What you have to do:
In how many lines of the records does the string "absolute" appear? State only the number.

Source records
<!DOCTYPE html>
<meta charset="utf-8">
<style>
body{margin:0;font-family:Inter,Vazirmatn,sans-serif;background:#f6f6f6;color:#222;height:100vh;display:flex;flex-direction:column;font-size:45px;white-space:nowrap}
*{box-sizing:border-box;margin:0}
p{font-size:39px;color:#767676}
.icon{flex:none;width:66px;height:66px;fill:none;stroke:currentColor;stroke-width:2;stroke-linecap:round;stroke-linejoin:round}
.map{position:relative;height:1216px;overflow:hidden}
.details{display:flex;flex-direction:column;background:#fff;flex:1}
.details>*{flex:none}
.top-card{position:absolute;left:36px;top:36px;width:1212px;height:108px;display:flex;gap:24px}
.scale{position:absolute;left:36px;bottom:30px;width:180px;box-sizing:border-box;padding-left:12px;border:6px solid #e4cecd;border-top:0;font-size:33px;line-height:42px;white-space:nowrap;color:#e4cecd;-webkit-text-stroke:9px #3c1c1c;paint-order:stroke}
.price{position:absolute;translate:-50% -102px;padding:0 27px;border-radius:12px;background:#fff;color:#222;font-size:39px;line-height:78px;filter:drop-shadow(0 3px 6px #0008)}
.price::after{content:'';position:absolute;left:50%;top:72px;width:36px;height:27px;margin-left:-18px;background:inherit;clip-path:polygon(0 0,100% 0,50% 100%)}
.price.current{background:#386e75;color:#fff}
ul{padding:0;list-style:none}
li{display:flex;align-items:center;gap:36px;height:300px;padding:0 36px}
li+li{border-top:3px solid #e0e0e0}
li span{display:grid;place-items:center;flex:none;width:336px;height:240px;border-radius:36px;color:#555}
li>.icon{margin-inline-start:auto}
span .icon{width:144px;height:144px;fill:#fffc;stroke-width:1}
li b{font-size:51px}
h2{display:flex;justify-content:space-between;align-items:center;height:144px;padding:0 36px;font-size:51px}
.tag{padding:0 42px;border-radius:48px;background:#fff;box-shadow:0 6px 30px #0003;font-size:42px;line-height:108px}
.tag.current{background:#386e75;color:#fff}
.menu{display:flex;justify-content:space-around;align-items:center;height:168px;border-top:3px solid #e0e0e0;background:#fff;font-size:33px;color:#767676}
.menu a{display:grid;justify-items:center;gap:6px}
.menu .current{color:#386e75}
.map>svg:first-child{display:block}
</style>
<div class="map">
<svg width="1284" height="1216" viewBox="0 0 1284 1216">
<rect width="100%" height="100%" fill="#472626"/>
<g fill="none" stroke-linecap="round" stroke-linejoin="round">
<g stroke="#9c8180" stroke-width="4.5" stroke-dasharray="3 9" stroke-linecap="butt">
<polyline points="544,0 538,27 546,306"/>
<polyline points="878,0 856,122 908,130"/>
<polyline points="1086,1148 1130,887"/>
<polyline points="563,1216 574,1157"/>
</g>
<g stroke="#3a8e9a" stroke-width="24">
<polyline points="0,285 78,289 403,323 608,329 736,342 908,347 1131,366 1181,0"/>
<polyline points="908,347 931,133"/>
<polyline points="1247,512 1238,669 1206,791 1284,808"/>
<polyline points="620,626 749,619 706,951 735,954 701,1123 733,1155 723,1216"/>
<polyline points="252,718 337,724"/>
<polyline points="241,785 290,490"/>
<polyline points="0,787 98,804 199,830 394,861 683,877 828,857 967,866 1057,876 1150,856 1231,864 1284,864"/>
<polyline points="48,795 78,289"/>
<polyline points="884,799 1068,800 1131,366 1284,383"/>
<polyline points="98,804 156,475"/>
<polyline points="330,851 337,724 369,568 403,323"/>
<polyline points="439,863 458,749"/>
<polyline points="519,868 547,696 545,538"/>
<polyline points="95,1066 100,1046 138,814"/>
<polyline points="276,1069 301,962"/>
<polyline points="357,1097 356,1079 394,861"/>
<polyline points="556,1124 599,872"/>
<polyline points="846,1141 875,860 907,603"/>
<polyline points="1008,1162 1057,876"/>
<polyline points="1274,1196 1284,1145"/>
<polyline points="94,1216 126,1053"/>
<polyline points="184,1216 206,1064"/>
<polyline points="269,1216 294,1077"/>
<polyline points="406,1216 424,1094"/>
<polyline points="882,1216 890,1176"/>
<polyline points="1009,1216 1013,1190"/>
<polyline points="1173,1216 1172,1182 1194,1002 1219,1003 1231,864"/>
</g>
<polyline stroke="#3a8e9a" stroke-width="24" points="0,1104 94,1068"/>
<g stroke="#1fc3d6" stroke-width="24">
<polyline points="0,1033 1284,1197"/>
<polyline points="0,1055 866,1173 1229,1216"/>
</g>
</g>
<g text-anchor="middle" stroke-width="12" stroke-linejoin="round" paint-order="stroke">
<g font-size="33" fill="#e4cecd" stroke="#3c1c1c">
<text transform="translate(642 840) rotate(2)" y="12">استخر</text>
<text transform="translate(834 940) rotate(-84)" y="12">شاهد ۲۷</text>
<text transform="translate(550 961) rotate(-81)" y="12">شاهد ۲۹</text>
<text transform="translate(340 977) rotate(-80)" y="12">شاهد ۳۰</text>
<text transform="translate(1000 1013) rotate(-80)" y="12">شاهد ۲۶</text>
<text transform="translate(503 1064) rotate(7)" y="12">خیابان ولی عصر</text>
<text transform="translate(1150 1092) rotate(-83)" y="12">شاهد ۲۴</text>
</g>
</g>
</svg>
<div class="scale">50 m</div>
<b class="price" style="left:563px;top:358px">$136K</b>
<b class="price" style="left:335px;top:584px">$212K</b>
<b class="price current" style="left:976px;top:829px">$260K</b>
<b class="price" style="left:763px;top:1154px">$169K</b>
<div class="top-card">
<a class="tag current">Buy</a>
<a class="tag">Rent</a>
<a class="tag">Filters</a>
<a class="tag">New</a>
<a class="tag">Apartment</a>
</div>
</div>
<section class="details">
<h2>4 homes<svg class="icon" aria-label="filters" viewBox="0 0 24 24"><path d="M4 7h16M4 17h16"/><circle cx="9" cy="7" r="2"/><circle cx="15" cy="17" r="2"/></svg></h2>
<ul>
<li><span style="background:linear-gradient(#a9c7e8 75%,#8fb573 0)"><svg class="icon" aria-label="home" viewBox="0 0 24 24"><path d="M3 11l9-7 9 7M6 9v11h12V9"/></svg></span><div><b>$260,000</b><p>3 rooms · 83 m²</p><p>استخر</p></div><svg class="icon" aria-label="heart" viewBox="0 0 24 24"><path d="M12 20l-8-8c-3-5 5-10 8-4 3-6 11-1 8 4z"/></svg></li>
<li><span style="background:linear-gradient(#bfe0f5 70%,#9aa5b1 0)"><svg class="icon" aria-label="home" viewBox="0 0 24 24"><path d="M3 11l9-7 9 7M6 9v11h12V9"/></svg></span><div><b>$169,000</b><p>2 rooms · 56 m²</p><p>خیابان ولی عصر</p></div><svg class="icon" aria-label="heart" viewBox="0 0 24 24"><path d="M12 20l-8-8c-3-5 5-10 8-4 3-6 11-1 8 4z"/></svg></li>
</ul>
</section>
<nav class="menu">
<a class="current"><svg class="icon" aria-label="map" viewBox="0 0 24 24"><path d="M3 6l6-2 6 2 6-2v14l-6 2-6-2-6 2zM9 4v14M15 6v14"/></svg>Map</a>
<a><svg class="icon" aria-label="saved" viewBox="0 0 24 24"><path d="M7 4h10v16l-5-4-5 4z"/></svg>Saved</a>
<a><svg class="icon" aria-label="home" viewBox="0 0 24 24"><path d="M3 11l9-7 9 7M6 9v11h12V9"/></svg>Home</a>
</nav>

Task answer:
4